Belinda:
To my fellow students and facilitator
This
week I wish to share with you an article that appeared in the Globe & Mail,
a newspaper that is considered by many to be Canada’s national newspaper. I think the content connects with theme
question #1 concerning the profound changes that our world underwent throughout
the last century. My husband has tried
to locate this article on the Globe & Mail website and been unable to do. It may not be there because of copyright
reasons. I suggest anyone who wants to
find more about this try Google. The
article is actually an edited excerpt from the foreword written by TomWolfe to a book called Understanding Me:
Lectures and Interviews of Marshall McLuhan, edited by Stephanie McLuhan
and David Staines and published by McClelland & Stewart.
I
will now recount the content that I found most interesting.
Marshall
Mcluhan, a Canadian born in 1911, attended Cambridge, converted to Roman
Catholicism and became a professor of English at St Michael’s college at the
University of Toronto, emerged in the 1960’s as a major communication theorist
when he published his book Understanding Media. In this and other works he theorized that
print enhanced the visual sense at the expense of other senses which led to
much specialization (which proved productive in may ways) and also to
fragmentation of human experience and activity. Thus we have bureaucracy, science, modern armies, nationalistic
wars and other things such such as fragmentation of society by age and
pornography which is the separation of sex from love, etc. In mid-century T.V. burst upon the Western
world and is now found virtually everywhere.
McLuhan thought this medium would reverse this process restoring a kind
of “preliterate” sensory balance with the auditory and tactile senses. He called T.V. an “audio-tactile”

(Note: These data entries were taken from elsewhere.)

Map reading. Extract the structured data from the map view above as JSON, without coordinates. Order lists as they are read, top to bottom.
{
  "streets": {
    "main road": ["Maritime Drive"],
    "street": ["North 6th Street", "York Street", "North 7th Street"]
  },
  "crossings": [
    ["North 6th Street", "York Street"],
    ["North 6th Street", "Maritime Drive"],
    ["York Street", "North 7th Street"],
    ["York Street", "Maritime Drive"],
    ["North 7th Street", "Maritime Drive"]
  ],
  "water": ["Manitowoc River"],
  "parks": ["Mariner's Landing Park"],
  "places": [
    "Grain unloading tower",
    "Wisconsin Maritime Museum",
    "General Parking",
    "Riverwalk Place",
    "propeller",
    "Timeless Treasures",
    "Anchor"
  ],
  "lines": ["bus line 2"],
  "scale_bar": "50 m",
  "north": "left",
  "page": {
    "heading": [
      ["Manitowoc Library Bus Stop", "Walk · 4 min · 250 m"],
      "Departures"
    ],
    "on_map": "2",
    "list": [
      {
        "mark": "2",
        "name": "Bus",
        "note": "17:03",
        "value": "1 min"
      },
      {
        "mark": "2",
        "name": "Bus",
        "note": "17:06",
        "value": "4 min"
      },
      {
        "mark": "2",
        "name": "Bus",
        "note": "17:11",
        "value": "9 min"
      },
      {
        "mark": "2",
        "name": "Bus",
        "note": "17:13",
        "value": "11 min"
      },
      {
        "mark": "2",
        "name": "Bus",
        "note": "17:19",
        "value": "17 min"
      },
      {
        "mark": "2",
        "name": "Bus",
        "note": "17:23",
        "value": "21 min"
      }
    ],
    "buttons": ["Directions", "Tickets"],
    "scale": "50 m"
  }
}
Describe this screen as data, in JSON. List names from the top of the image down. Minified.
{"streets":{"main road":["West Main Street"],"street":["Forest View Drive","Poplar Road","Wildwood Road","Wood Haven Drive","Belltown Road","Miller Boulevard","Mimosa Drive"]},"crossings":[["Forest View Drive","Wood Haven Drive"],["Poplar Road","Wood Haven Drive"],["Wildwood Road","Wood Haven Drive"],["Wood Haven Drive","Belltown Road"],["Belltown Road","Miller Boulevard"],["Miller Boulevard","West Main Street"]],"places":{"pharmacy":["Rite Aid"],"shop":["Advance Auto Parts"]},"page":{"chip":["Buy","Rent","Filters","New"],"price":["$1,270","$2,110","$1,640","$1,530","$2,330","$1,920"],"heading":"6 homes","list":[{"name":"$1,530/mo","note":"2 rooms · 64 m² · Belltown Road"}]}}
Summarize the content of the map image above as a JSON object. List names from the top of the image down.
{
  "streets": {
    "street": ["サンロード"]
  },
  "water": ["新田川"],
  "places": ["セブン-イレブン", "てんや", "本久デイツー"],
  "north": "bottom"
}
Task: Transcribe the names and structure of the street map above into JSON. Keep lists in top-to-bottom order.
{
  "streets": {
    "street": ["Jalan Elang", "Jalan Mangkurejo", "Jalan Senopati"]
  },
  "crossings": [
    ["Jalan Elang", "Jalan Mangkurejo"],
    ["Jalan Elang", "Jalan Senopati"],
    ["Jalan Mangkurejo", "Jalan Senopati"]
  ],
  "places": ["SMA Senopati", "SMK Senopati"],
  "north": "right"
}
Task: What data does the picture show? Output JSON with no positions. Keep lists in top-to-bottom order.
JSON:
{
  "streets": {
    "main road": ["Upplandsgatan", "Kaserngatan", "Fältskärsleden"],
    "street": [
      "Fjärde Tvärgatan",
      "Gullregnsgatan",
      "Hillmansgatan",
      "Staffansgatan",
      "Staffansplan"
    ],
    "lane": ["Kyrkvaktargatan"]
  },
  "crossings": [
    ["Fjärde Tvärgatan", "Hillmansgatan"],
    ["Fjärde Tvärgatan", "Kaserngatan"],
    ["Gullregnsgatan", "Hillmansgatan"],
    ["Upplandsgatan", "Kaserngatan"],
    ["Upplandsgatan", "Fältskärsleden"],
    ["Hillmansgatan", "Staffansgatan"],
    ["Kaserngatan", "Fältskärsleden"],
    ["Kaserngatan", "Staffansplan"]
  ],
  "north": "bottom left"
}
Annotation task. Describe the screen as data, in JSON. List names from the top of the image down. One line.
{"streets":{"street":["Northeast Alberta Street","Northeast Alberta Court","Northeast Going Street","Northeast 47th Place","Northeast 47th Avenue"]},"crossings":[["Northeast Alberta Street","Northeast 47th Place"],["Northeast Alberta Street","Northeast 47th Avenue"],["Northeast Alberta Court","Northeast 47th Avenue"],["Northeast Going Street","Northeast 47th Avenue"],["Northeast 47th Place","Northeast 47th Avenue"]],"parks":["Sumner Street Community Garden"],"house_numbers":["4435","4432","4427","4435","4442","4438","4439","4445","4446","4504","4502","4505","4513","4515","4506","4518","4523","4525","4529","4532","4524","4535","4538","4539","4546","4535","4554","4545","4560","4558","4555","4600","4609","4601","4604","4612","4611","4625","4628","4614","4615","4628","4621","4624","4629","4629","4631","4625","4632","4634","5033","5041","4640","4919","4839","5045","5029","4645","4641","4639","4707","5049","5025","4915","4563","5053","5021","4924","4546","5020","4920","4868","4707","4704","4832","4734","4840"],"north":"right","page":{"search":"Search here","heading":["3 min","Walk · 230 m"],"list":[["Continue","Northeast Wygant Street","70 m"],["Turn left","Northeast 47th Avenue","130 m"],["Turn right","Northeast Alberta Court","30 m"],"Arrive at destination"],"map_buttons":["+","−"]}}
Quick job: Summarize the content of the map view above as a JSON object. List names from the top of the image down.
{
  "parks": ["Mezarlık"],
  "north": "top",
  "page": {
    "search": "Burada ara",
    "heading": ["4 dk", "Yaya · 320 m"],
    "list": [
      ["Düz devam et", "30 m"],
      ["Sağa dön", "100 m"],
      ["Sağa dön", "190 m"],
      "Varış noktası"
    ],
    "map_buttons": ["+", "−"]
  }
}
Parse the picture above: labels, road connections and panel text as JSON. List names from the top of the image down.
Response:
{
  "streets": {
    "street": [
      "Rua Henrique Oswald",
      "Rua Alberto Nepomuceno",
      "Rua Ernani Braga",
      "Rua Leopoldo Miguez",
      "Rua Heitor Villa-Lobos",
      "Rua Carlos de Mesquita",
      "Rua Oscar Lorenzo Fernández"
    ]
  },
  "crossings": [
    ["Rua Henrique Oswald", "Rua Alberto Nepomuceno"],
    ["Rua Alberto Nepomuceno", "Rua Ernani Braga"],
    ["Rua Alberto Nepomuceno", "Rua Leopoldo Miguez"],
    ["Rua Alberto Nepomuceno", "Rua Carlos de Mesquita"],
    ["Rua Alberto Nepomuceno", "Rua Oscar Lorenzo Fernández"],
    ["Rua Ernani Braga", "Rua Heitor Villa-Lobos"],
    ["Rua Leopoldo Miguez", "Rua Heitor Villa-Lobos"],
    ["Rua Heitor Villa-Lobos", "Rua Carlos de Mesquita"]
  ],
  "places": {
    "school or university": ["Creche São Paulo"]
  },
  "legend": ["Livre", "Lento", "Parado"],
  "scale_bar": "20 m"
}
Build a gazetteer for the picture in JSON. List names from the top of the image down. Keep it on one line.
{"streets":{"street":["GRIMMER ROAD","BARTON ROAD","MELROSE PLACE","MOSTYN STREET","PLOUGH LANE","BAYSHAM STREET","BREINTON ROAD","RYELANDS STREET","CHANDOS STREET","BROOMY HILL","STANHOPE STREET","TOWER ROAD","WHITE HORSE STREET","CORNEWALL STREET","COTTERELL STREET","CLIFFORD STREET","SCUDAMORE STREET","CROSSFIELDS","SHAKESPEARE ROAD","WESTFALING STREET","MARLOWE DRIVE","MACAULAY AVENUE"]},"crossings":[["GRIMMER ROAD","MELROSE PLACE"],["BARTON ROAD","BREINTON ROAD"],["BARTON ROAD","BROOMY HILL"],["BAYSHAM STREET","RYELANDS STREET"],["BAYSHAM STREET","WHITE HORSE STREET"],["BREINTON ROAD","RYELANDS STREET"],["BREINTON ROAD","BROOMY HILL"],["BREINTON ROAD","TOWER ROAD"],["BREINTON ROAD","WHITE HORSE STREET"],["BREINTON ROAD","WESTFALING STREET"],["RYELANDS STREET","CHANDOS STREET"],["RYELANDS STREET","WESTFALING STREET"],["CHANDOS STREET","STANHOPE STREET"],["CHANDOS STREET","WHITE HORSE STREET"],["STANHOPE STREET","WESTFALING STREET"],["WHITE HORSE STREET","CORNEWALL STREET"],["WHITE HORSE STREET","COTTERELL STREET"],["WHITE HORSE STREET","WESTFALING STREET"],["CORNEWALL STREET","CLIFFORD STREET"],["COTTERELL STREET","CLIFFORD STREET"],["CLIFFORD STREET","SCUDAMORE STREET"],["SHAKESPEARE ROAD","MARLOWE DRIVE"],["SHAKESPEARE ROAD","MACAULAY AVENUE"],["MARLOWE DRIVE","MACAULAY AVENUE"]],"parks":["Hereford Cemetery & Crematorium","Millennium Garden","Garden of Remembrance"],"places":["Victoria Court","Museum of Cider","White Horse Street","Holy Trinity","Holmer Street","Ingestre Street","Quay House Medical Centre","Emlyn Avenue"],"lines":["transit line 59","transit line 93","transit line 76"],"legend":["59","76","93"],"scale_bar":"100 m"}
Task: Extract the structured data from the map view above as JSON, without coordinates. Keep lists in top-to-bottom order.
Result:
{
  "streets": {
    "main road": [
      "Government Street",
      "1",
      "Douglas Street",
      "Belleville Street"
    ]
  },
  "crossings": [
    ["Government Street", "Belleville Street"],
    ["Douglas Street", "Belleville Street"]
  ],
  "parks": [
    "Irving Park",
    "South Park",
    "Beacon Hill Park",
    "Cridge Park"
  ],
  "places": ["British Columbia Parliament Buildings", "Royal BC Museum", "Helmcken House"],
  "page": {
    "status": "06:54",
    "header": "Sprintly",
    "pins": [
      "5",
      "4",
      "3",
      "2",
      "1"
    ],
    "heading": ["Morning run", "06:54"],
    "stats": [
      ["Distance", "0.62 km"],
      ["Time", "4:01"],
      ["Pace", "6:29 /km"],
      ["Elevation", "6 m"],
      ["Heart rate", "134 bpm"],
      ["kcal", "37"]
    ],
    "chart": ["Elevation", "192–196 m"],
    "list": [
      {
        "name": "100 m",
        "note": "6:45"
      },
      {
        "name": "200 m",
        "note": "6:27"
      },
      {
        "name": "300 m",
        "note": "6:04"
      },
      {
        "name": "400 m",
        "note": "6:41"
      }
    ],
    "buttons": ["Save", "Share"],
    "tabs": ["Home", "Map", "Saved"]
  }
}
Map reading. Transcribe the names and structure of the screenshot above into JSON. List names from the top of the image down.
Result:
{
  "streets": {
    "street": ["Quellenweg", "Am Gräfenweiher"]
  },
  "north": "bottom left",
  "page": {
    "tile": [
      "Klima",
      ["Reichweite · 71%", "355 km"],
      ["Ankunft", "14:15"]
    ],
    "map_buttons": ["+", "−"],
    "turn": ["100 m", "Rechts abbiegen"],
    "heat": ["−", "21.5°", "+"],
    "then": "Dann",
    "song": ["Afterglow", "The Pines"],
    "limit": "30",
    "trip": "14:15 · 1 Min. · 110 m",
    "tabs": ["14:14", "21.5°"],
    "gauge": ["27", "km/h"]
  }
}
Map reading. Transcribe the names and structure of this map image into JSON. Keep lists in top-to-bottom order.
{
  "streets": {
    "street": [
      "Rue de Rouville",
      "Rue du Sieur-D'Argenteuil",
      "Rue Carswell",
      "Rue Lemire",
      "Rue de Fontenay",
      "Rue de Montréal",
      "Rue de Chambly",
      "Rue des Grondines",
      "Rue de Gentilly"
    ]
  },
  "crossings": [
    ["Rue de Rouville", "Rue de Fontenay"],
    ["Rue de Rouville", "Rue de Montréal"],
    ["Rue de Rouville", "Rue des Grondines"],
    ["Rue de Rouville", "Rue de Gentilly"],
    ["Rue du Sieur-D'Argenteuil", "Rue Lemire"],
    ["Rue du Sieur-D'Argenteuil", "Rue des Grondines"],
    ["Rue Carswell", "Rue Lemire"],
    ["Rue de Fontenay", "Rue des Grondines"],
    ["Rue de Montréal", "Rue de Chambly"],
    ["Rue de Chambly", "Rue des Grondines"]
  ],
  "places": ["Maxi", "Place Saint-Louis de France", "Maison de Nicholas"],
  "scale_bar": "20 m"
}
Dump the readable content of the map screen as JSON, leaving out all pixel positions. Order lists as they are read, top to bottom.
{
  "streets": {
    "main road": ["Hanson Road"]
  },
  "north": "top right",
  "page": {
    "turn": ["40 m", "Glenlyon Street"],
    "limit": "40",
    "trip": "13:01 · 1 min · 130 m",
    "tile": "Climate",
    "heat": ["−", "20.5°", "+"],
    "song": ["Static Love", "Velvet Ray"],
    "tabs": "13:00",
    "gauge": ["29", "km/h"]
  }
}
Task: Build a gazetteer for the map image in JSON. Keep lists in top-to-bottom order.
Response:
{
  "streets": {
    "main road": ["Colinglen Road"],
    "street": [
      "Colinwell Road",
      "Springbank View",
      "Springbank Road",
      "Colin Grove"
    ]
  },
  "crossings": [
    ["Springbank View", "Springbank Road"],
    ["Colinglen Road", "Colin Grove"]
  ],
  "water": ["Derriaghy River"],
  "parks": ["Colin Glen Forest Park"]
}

medium. To him T.V. and other
electronic media would eventually spread itself as a “seamless web” over the
world. McLuhan believed this medium
would force a profound change in education and that this would bring about a
“Total Change” (his capitals). Just as
the axe is an extension of the human arm and the wheel an extension of the
human foot, the electronic media would be an extension of the human central
nervous system and that these nervous systems would be brought together
irresistibly and human nature would be different. Nationalism would be impossible and people would be “irrevocably
involved with and responsible for” one another. Racial groups would no longer be insulated from each other. We would be living in the “global
village”. He did not assume this
“global village” would necessarily be an utopia as it could just as easily be a
slaughterhouse but the possibility for an advance is definitely there. Actually McLuhan believed that this new age
contained possibility of something
quite sublime. Here is where his
Catholicism comes in for he the notion of all men as members of the “body of
Christ” as being a technological possibility.
In
this respect, McLuhan expressed the influence of Pierre Teilhard de Chardin,
geologist and paleontologist, who had become a Jesuit priest at age 30 in
1911. He had taken up as his life’s
mission to take Darwin’s elucidation of
the processes of evolution and reconcile it with Christian belief by showing
how this physical evolution was but the first part of God’s grand design for
the evolution of man. Teilhard believed
that right now in the 20th Century God was
directing the evolution of man into a
”noosphere”, a term he coined to describe a more spiritual state of mankind
and the unification of all which he
believed was made possible through technology.
He talked of the development of communications that would weave us all
together. He thought that our time was
when the age of civilizations is ending and the age of “one civilization”
(his underlining) is beginning.
The
writer of this “foreword” comments on the amazingly accurate prediction of both
these scholars of the system we have today.
And here we are, my friends, working with that very system of planet-embracing communication predicted by
them and by Shoghi Effendi even earlier.
See the World Order Of Baha’u’llah, p. 203. “A mechanism of world inter-communication
will be devised, embracing the whole planet, freed from national hindrances and
restrictions, and functioning with marvelous swiftness and perfect
regularity.” This was written by Shoghi
Effendi in 1936!
I
am impressed by exactness of the vision of both Teilhard de Chardin and McLuhan
and their complete unawareness of its origin.
Nevertheless they both help push humanity forward.